Jumat, 08 NOVEMBER 2024 • 13:30 WIB

Ban Zhao, Cendekiawan Perempuan yang Menantang dan Membentuk Norma di Tiongkok Kuno

Author

Mengenal sosok Ban Zhao, cendekiawan perempuan Tiongkok kuno

INDOZONE.ID - Wanita dalam diri masyarakat Tiongkok kuno seringkali dianggap kurang dari laki-laki. Mereka kadang mendapat kesempatan lebih sedikit dalam bidang-bidang struktur pejabat ataupun akademisi zaman lampau.

Namun, walaupun laki-laki mendominasi banyak sektor, tetap saja masih terdapat sosok perempuan yang mampu bersaing.
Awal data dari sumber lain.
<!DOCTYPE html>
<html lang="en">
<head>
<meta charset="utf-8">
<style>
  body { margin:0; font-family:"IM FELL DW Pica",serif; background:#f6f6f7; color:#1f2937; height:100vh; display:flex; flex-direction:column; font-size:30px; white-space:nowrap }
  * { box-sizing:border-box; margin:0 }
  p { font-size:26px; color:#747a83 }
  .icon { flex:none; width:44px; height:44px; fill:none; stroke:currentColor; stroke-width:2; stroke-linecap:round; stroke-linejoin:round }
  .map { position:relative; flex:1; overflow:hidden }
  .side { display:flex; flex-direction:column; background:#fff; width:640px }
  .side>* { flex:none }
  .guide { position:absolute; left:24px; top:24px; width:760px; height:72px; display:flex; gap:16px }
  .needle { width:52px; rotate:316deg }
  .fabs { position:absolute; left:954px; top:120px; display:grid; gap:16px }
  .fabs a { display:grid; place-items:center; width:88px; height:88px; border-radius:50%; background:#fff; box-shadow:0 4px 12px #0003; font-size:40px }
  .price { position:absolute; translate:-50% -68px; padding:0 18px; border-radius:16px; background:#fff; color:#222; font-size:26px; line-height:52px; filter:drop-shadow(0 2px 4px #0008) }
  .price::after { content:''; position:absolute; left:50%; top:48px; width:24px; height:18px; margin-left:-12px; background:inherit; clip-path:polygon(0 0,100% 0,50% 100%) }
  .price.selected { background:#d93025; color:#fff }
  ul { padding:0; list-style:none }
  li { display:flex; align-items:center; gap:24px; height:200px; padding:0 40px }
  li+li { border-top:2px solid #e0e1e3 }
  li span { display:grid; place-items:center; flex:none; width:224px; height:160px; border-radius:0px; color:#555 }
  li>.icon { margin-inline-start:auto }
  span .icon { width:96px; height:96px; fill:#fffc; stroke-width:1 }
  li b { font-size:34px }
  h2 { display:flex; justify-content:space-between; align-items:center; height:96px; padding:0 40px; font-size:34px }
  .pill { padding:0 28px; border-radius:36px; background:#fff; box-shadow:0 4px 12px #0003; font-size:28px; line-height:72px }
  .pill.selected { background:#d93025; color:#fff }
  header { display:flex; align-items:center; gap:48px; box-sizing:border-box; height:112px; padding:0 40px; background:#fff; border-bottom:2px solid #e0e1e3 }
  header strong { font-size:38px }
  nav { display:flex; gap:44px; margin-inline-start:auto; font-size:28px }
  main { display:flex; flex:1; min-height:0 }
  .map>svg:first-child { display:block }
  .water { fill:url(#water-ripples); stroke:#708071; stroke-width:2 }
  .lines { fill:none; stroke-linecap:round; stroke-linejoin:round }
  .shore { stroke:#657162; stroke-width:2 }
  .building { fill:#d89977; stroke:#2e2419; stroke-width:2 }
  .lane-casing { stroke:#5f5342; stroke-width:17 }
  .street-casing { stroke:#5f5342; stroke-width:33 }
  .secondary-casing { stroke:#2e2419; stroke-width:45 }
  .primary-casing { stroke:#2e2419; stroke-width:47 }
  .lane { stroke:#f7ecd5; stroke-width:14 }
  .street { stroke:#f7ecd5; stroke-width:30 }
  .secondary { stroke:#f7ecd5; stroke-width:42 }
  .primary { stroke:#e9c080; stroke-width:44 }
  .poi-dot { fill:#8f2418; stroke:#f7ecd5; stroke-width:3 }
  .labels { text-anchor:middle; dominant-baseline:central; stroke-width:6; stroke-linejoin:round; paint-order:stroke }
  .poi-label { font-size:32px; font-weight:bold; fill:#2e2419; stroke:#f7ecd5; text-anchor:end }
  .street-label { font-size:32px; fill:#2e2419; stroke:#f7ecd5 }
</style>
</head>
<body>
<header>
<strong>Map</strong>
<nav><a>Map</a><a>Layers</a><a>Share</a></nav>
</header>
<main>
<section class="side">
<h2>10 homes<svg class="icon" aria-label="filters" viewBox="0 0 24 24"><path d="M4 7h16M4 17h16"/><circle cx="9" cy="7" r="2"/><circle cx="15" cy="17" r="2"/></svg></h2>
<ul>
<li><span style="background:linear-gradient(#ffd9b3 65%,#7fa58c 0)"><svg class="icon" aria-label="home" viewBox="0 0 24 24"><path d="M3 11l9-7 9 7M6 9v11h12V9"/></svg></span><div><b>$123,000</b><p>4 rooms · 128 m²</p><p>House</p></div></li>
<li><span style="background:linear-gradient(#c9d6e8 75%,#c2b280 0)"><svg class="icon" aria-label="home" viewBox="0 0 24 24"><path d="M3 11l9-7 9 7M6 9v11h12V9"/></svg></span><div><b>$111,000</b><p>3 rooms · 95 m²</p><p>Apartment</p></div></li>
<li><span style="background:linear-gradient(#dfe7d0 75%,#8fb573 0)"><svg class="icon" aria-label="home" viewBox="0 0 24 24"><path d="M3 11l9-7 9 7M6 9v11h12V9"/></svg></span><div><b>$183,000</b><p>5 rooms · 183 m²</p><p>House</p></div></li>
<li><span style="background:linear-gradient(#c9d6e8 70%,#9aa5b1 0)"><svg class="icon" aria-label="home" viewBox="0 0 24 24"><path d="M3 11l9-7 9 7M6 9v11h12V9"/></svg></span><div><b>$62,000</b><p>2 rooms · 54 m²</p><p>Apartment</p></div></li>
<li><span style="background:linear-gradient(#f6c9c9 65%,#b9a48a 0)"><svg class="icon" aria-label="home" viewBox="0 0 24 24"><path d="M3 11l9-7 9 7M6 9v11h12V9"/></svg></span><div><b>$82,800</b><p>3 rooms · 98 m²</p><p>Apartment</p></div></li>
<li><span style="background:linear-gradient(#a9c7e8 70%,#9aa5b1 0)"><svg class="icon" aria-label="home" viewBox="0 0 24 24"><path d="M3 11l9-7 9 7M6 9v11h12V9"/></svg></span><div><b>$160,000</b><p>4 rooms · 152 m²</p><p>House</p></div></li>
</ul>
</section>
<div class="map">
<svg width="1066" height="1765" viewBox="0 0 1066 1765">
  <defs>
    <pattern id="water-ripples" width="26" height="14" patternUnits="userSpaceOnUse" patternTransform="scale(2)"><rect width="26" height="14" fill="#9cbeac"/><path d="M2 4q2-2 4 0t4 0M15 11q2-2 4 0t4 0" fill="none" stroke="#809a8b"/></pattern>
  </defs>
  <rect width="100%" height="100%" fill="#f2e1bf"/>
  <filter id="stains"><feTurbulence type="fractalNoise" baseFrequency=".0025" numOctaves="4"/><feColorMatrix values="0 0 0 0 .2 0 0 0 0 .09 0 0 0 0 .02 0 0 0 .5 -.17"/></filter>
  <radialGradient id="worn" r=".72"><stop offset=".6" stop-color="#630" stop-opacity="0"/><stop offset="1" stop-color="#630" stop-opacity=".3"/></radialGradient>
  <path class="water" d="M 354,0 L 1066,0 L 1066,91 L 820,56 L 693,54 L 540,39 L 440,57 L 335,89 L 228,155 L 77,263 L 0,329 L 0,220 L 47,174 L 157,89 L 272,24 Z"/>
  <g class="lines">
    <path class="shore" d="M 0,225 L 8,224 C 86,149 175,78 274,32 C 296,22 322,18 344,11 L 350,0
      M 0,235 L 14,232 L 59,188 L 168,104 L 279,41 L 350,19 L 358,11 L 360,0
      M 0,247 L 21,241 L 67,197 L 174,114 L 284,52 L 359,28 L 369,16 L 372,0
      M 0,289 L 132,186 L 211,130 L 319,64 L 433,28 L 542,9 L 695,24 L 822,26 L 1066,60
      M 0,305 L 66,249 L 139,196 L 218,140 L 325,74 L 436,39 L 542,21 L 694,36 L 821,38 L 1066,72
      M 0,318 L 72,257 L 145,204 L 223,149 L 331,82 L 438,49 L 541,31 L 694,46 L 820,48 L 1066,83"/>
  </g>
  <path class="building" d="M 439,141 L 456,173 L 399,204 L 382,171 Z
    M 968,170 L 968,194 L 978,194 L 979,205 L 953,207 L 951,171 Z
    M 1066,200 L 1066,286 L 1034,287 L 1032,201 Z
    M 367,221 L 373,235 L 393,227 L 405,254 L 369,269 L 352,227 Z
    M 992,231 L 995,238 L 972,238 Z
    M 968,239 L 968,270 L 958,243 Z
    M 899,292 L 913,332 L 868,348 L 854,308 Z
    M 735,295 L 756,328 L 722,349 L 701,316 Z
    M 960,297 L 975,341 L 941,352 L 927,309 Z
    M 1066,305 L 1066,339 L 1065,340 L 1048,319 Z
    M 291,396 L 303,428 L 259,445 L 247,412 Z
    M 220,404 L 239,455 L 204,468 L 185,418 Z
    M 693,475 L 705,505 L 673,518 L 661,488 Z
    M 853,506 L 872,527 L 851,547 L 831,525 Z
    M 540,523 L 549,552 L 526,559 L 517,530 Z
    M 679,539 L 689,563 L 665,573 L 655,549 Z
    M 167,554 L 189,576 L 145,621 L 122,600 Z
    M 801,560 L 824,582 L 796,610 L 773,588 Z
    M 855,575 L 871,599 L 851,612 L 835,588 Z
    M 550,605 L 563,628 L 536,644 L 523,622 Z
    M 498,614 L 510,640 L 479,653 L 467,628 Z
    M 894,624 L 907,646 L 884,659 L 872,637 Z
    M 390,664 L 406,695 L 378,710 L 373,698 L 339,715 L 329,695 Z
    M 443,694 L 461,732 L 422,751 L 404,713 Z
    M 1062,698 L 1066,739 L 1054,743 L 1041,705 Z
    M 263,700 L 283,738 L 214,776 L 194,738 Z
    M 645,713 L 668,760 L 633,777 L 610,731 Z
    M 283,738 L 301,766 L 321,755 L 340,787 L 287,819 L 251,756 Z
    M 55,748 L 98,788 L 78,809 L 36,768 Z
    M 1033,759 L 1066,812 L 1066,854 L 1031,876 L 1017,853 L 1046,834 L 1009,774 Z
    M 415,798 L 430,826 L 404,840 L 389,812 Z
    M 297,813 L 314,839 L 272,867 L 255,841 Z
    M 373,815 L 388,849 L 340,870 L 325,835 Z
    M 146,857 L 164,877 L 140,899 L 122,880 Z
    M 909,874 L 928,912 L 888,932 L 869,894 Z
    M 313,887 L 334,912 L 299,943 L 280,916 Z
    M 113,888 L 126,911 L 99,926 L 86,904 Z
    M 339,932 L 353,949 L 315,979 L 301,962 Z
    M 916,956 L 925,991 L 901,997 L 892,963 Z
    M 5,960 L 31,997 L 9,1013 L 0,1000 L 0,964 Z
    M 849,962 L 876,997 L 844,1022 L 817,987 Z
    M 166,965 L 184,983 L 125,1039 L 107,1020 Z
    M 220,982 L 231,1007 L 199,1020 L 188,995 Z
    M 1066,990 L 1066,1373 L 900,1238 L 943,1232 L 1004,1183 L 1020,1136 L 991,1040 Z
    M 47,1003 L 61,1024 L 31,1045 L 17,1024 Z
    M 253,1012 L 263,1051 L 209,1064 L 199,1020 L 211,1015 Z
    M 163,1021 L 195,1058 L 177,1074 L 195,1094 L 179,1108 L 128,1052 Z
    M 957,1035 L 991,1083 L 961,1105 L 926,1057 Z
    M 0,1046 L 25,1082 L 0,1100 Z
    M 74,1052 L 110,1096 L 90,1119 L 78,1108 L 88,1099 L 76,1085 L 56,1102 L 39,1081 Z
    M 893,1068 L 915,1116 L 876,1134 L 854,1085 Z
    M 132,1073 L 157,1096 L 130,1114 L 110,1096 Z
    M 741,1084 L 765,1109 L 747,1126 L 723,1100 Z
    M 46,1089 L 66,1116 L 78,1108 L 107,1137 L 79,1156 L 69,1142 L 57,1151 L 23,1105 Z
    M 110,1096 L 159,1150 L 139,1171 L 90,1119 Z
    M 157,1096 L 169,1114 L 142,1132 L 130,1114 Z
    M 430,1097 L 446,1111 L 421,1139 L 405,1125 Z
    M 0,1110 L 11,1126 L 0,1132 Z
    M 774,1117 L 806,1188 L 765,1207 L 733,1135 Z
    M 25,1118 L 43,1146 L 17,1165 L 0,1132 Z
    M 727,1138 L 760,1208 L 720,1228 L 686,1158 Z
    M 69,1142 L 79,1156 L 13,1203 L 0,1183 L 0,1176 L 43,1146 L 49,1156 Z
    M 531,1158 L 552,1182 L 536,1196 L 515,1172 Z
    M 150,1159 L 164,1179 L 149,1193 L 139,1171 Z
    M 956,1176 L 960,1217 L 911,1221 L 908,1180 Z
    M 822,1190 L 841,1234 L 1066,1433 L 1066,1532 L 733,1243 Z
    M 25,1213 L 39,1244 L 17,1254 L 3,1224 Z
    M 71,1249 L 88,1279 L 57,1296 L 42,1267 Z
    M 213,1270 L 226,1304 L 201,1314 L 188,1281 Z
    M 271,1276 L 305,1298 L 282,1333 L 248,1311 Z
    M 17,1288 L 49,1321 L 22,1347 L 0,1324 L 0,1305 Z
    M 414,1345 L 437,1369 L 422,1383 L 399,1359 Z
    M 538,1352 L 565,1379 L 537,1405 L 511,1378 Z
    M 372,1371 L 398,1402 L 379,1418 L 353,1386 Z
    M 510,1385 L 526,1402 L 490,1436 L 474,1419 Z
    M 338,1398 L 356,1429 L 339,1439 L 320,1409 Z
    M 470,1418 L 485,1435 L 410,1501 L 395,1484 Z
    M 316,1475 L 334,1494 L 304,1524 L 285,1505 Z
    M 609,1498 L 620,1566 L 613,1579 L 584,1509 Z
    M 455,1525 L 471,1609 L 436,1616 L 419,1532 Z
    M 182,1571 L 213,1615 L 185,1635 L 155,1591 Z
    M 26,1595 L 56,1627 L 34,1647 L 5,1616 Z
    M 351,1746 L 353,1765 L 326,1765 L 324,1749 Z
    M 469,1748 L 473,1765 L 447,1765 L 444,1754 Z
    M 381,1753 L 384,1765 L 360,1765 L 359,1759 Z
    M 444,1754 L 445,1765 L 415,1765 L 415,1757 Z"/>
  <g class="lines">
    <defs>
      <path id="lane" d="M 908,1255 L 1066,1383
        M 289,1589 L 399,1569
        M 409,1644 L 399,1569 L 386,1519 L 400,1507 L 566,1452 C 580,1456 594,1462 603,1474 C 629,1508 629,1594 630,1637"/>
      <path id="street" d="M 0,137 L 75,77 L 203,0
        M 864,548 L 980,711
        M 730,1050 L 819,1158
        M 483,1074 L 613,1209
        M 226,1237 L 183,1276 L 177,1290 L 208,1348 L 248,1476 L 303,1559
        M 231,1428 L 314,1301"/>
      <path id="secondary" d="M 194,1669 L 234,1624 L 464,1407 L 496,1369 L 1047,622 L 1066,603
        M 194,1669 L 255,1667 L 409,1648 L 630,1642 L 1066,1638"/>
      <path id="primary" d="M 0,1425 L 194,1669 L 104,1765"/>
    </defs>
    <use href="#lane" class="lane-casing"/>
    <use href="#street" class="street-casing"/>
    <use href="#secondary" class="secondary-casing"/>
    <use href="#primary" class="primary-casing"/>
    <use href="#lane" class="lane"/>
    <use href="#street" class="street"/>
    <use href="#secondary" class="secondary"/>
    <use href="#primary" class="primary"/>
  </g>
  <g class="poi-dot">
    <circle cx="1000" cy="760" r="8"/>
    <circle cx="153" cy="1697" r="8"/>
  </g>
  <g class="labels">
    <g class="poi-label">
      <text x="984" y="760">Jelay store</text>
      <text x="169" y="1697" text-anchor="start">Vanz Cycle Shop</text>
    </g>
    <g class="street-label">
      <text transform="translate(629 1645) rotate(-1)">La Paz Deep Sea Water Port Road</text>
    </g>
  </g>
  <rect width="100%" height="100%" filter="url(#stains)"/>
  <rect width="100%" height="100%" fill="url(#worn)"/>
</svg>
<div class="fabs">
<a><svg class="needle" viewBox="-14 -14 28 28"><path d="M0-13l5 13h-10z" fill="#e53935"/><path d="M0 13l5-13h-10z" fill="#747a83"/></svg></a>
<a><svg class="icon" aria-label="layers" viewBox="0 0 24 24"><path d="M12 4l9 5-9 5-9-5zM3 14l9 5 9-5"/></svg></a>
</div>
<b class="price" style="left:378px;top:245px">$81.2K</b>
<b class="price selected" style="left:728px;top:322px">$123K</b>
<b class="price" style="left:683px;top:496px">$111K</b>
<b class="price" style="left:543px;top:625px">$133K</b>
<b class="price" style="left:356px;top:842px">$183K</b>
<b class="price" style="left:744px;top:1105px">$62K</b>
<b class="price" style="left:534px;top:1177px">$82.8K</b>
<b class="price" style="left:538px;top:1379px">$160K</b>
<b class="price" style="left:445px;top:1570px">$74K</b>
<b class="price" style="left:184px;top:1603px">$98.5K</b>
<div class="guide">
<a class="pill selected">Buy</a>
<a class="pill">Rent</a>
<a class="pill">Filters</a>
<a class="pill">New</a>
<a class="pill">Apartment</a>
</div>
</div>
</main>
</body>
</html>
Salah satu sosok itu adalah Ban Zhao.

Ban Zhao (45-116 M) adalah salah satu cendekiawan wanita yang terkenal dalam tulisan sejarah Tiongkok. Ia lahir di keluarga terpandang dari era Dinasti Han Timur.

Ayahnya, Ban Biao, juga merupakan sejarawan terkenal, dan kakaknya, Ban Gu, juga seorang sejarawan dan cendekiawan.

Dengan keluarga yang memiliki minat pada pengetahuan terutama sejarah tak elak turut mempengaruhi Ban Zhao.

Ia menerima pendidikan yang berbeda dari perempuan sebayanya dan zamannya, yaitu kesempatan untuk masuk ke dunia intelektual akademik yang pada masa itu hanya terbuka bagi laki-laki.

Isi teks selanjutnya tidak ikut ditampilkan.